TDM 40100: Project 9 — 2023
Motivation: Images are everywhere, and images are data! We will take some time to dig more into working with images as data in this project.
Context: In the previous project, we were able to isolate and display the Y, Cb and Cr channels of our ballpit.jpg
image, and we applied an image histogram equalization technique to Y and then merged 3 components, to an equalized image. We understood the structure of an image and how the image’s luminance (Y) and chrominance (Cb and Cr) contributed to the whole image. The human eye is more sensitive to the Y Channel than color channels Cb & Cr. In this project, we will continue to work with 'YCbCr` images as we delve into some image compression techniques, we will implement a variation of jpeg image compression!
Scope: Python, images, openCV, YCbCr, downsampling, discrete cosine transform, quantization
Dataset(s)
The following questions will use the following dataset(s):
-
/anvil/projects/tdm/data/images/ballpit.jpg
Questions
Some helpful links that are really useful.
JPEG is a lossy compression format and an example of transform based compression. Lossy compression means that you can’t retrieve the information that was lost during the compression process. In a nutshell, these methods use statistics to identify and discard redundant data. |
Since the human eye is more sensitive to the Y Channel than color channels, we can reduce the resolution of the color components to achieve image compression. we will first need to import some libraries
To read the image, we will use openCV
Then convert the image from default rgb format to YCrCb format
|
Question 1 (2 pts)
First we will use a downsample technique, to compress an image by reducing the resolution of the color channels. It will return a YCrCb image with lower resolution.
The following statement downsamples the image Cr channel to half (0.5) by using cv2.resize
ballpit_reduce = cv2.resize(ballpit_ycrcb[:,:,1],(0,0),fx=0.5,fy=0.5)
Then we will need to use cv2.resize()
to upsample the resolution reduced image to the original size by using the original image size’s tuple
cv2.resize(ballpit_reduce,(ballpit_ycrcb.shape[1],ballpit_ycrcb.shape[0]))
-
Please write a function named compress_downsample, it will take 3 arguments, a
jpg
file, a float number (fx) for the width downsampling factor; a float number (fy) for the Height downsampling factor. The returns will be a compressed ( downsampled ) image -
Visualize the compressed image aligned with original image
-
Calculate the compression ratio
You may use cv2.imwrite to save the compressed image to a file, get the size of it and divide by size of original image file
|
Question 2 (1 pt)
Second let’s look into the discrete cosine transform technique
Per MathWorks, the discrete cosine transform has the property that visually significant information about an image is concentrated in just a few coefficients of the resulting signal data. Meaning, if we are able to capture the majority of the visually-important data from just a few coefficients, there is a lot of opportunity to reduce the amount of data we need to keep. So DCT is a technique allow the important parts of an image separated from the unimportant ones. |
E.g.
We will need to split the previous created ballpit_ycrcb
into 3 Channels
y_c, cr_c,cb_c = cv2.split(ballpit_ycrcb)
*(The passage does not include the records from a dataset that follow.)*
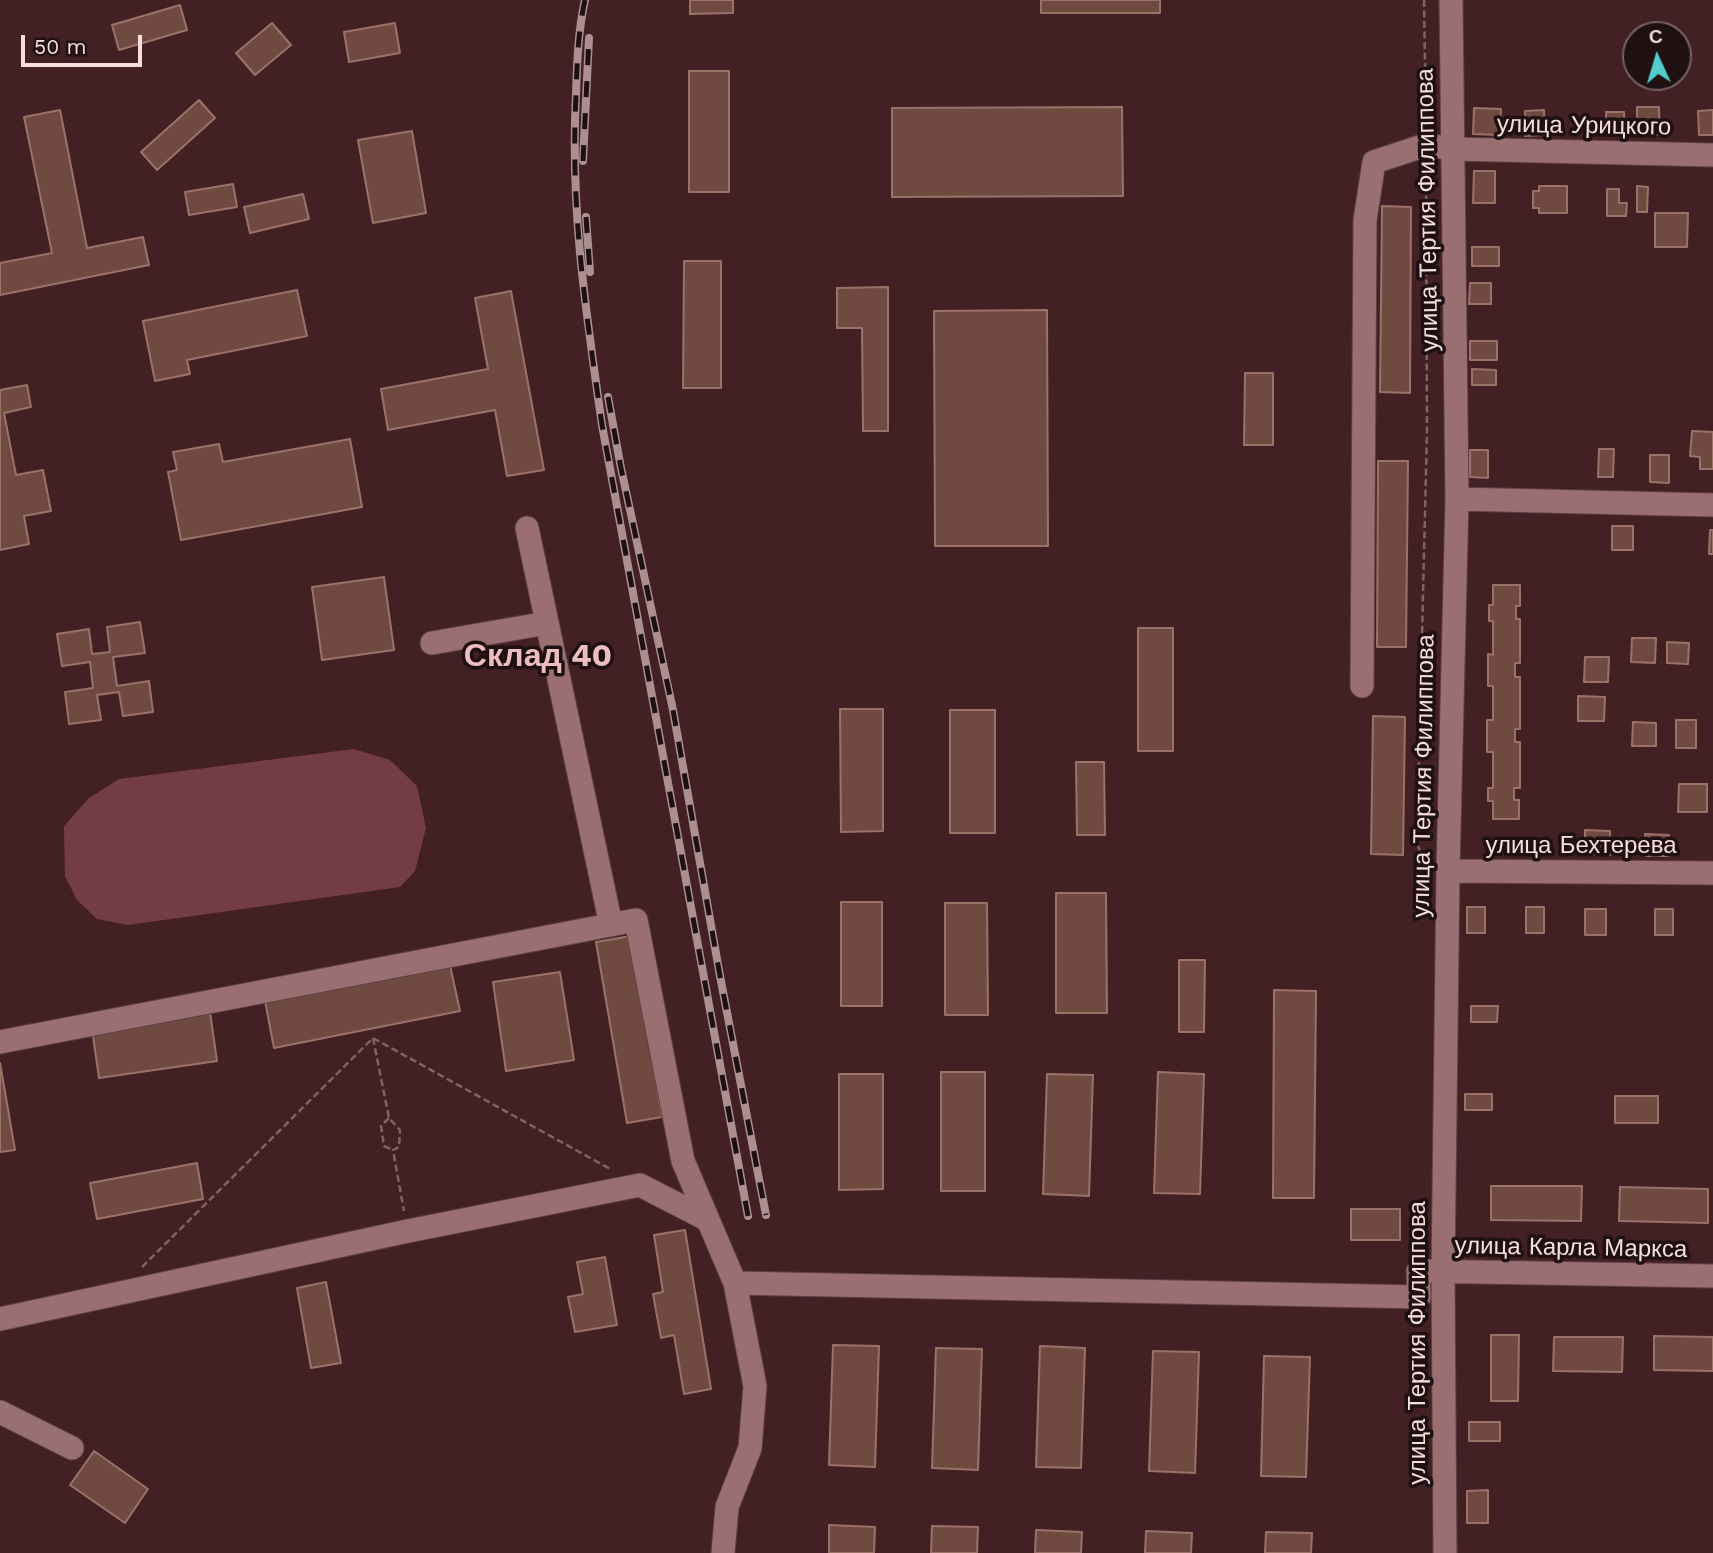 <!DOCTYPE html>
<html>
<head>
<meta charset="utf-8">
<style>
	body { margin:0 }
	#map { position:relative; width:1713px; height:1553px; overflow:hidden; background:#432024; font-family:"Work Sans",sans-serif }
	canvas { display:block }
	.north { position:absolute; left:1622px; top:21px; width:70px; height:70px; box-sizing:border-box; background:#1f1011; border:2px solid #756263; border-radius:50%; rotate:356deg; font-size:19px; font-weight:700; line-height:28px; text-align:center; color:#f6dedf }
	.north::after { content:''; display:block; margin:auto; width:24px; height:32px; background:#52cdcc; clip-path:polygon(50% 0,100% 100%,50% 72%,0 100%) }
	.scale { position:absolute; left:21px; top:35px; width:121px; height:32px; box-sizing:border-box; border:4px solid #f6dedf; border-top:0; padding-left:9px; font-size:21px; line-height:24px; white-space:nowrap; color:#f6dedf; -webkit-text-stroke:5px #1f1011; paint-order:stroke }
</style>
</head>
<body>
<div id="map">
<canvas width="1713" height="1553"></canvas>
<div class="north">С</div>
<div class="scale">50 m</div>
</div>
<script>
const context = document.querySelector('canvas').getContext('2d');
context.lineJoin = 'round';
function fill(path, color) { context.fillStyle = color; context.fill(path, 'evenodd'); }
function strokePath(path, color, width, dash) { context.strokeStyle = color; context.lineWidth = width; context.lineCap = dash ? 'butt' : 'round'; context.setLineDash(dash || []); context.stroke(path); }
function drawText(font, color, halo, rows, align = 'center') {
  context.font = font + ' "Work Sans",sans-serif'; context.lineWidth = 7; context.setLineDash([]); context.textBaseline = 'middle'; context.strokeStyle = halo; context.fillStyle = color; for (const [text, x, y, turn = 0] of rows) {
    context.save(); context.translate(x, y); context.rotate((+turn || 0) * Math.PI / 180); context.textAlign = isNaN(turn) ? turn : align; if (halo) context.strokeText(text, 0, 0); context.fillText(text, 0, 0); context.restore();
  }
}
const green = new Path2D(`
	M354 749 390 760 417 786 426 828 415 871 400 887 128 925 97 919 77 900 65 876 64 826 89 798 119 779Z`);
const building = new Path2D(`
	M690 0H733V13L690 14Z
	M1041 0H1160V13H1041Z
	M180 5 187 30 119 50 112 25Z
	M272 23 291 45 255 75 236 53Z
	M395 23 400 53 349 62 344 32Z
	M689 71H729V192H689Z
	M199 100 215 118 157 170 141 152Z
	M1122 107 1123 196 892 197V108Z
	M1637 107H1659L1660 135H1637Z
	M1474 108 1501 109 1500 135 1473 134Z
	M60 110 87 248 143 237 149 265 0 295V263L52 253 24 117Z
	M1544 110 1545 135 1525 136V111Z
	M1713 110V135H1699L1698 111Z
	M1606 112H1624L1625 135H1607Z
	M412 131 426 213 373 223 358 140Z
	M1474 171H1495V203H1473Z
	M233 184 237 207 189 215 185 192Z
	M1539 186H1567V213H1539V208H1533V191H1539Z
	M1637 186 1648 187 1647 212H1637Z
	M1607 189H1619V203H1627L1626 216H1607Z
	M303 194 309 219 250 233 244 207Z
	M1382 206 1411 207 1410 393 1380 392Z
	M1655 213H1688L1687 247H1655Z
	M1472 247H1499V266H1472Z
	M684 261H721V388H683Z
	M1470 283H1491V304H1469Z
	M888 287V431H863L862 328H837V288Z
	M297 290 307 336 187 360 190 374 155 381 143 321Z
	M511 291 544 470 507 476 495 410 388 430 381 389 488 369 475 298Z
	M1047 310 1048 546H935L934 311Z
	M1470 341H1497V360H1470Z
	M1472 369 1496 370V385H1472Z
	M1245 373H1273V445H1244Z
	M27 385 31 407 4 413 16 475 43 470 51 511 24 516 29 544 0 550V390Z
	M1692 431 1713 432V469H1700V457L1690 456Z
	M350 439 362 507 181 540 168 472 177 470 173 452 219 444 223 462Z
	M1599 449H1614L1613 477H1598Z
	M1470 450H1488V478L1470 477Z
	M1650 455H1669V483L1650 482Z
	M1378 461H1408L1406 647H1377Z
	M1612 526H1633V550H1612Z
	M1710 530H1713V554H1709Z
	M384 577 394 650 322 660 312 587Z
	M1493 585H1520V606H1516V619H1520V663H1515V677H1520V729H1515V742H1520V788H1514V800H1519V819H1493V801H1488V788H1493V752H1487V720H1493V686H1488V654L1493 655V621H1489V605H1493Z
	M140 622 145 653 113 657 117 686 149 681 153 712 123 716 119 692 97 695 101 720 69 724 65 692 93 688 90 662 62 666 57 634 89 629 92 654 110 652 107 627Z
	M1138 628H1173V751H1138Z
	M1632 638H1656L1655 663 1631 662Z
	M1667 642 1689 643 1688 664 1667 663Z
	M1585 657H1609L1608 682H1584Z
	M1578 696 1605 697 1604 721H1578Z
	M840 709H883V831L841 832Z
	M950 710H995V833H950Z
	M1373 716 1405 717 1403 855 1371 854Z
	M1676 720H1696V748H1676Z
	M1633 722 1656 723V746H1632Z
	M1076 762H1104L1105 835H1077Z
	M1679 784H1707V812H1678Z
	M1585 830 1610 831V855L1585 854Z
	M1645 834 1669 835V856H1645Z
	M1056 893H1106L1107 1013H1056Z
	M841 902H882V1006H841Z
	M945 903H987L988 1015H945Z
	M1467 907H1485V933H1467Z
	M1526 907H1544V933H1526Z
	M1585 909H1606V935H1585Z
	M1655 909H1673V935H1655Z
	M631 936 662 1117 627 1123 596 942Z
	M1179 960H1205L1204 1032H1179Z
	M450 965 460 1011 274 1048 265 1001Z
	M560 972 574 1060 506 1071 493 982Z
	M1274 990 1316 991 1314 1198H1273Z
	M1471 1006H1498L1497 1022H1471Z
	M210 1012 217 1061 99 1078 92 1029Z
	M0 1063 15 1150 0 1152Z
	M941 1072H985V1191H941Z
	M1158 1072 1204 1074 1200 1194 1154 1193Z
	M839 1074H883V1189L839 1190Z
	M1047 1074 1093 1075 1089 1196 1043 1194Z
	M1465 1094H1492V1110H1465Z
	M1615 1096H1658V1123H1615Z
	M197 1163 203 1199 97 1219 90 1183Z
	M1491 1186H1582L1581 1221 1491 1220Z
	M1620 1187 1708 1189V1223L1619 1221Z
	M1351 1209H1400V1240H1351Z
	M685 1230 711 1389 684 1394 674 1335 661 1338 653 1294 663 1292 654 1235Z
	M605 1257 617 1325 575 1332 568 1297 583 1294 577 1262Z
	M326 1282 341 1363 311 1368 297 1288Z
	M1491 1335H1519L1518 1401H1491Z
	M1654 1336 1713 1337V1371L1654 1370Z
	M1554 1337H1623L1622 1372 1553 1371Z
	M833 1345 879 1346 875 1467 829 1465Z
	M1040 1346 1085 1348 1081 1468 1036 1467Z
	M936 1348 982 1349 978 1470 932 1468Z
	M1153 1351 1199 1352 1195 1473 1149 1471Z
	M1264 1356 1310 1357 1306 1477 1261 1476Z
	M1469 1422H1500V1441H1469Z
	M94 1451 148 1489 125 1523 70 1485Z
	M1488 1490V1523H1467V1491Z
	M829 1525 875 1527 874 1553H829Z
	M932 1526 978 1527 977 1553H931Z
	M1036 1530 1082 1532 1081 1553H1035Z
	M1146 1531 1192 1533 1191 1553H1145Z
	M1266 1532 1312 1533 1311 1553H1265Z`);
const path = new Path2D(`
	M1424 0 1426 126
	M1426 164 1427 430 1417 843 1427 870
	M373 1038 389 1118 400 1130 399 1147 393 1150 404 1211
	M389 1118 381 1126 384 1146 393 1150
	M142 1267 373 1038 612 1170`);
const minor = new Path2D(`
	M1457 499 1713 505
	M527 528 611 925
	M432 643 547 623
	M1362 686 1365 220 1374 162 1426 145 1454 149 1713 155
	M1448 871 1713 873
	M0 1042 636 920 683 1161 735 1283
	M0 1319 408 1231 640 1185 708 1220
	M0 1412 72 1448
	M723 1553 727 1507 750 1448 755 1386 735 1283 1419 1297 1418 1271 1713 1276
	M1445 1553 1443 1272 1448 871 1457 499 1451 0`);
const rail = new Path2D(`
	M585 0C578 31 577 63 576 95 570 210 586 312 602 425L748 1216
	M583 161 589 38
	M586 217 590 272
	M608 397 621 468 673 710 720 976 766 1215`);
const streetNames = [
	["улица Урицкого",1584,126,1],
	["улица Тертия Филиппова",1428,210,-91],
	["улица Тертия Филиппова",1424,776,-89],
	["улица Бехтерева",1581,846],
	["улица Карла Маркса",1571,1248,1],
	["улица Тертия Филиппова",1418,1343,-90]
];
const districtNames = [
	["Склад 40",538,657]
];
fill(green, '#743d43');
fill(building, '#704a41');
strokePath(building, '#9b7268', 2);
strokePath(minor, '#5e4044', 25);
strokePath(path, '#816265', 2.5, [7, 3.5]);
strokePath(minor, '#996f72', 23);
strokePath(rail, '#ab8f91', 8);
strokePath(rail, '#1f1011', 5, [16]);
drawText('24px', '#f6dedf', '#1f1011', streetNames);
drawText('bold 32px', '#edbec1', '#1f1011', districtNames);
</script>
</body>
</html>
Next, apply 2D DCT to each channel by cv2.dct
y_c_dct = cv2.dct(y_c.astype(np.float32))
cr_c_dct = cv2.dct(cr_c.astype(np.float32))
cb_c_dct = cv2.dct(cb_c.astype(np.float32))
-
Please find the dimension for the output DCT blocks
-
Please print a 8*8 DCT blocks for each channel separately
|
Question 3 (2 pts)
Now let us try to visualize the output of DCT compression. One common way to do it will be to set value zero to some of the DCT coefficients, such as high-frequency ones at right or downward in the DCT output matrix, for example if we only want to keep top-left of 50*50 block of coefficients. We can set the value to zero to all other areas. For example, for the Y channel,
cut_v = 50
y_c_dct[cut_v:,:]=0
y_c_dct[:,cut_v:]=0
After updating the DCT coefficients, we can do inverse DCT on each channel to change back to its pixel intensities from its frequency representation, for example for Y channel
y_rec = cv2.idct(y_c_dct.astype(np.float32))
-
Please create a function named
compress_DCT
to implement image compression with DCT. The arguments are a jpg image, and a number for the coefficient area you would like to keep (we only need to consider same size for horizontal and vertical directions) -
Visualize the DCT compressed image for ballpit.jpg align with the original one
-
Calculate the compression ratio
Question 4 (2 pts)
Next, let us try a quantization technique. Quantization reduces the precision of the DCT coefficients based on human perceptual characteristics. This introduces data loss, but reduces image size greatly. You can read more about quantization here. Apparently, the human brain is not very good at distinguishing changes in high frequency parts of our data, but good at distinguishing low frequency changes.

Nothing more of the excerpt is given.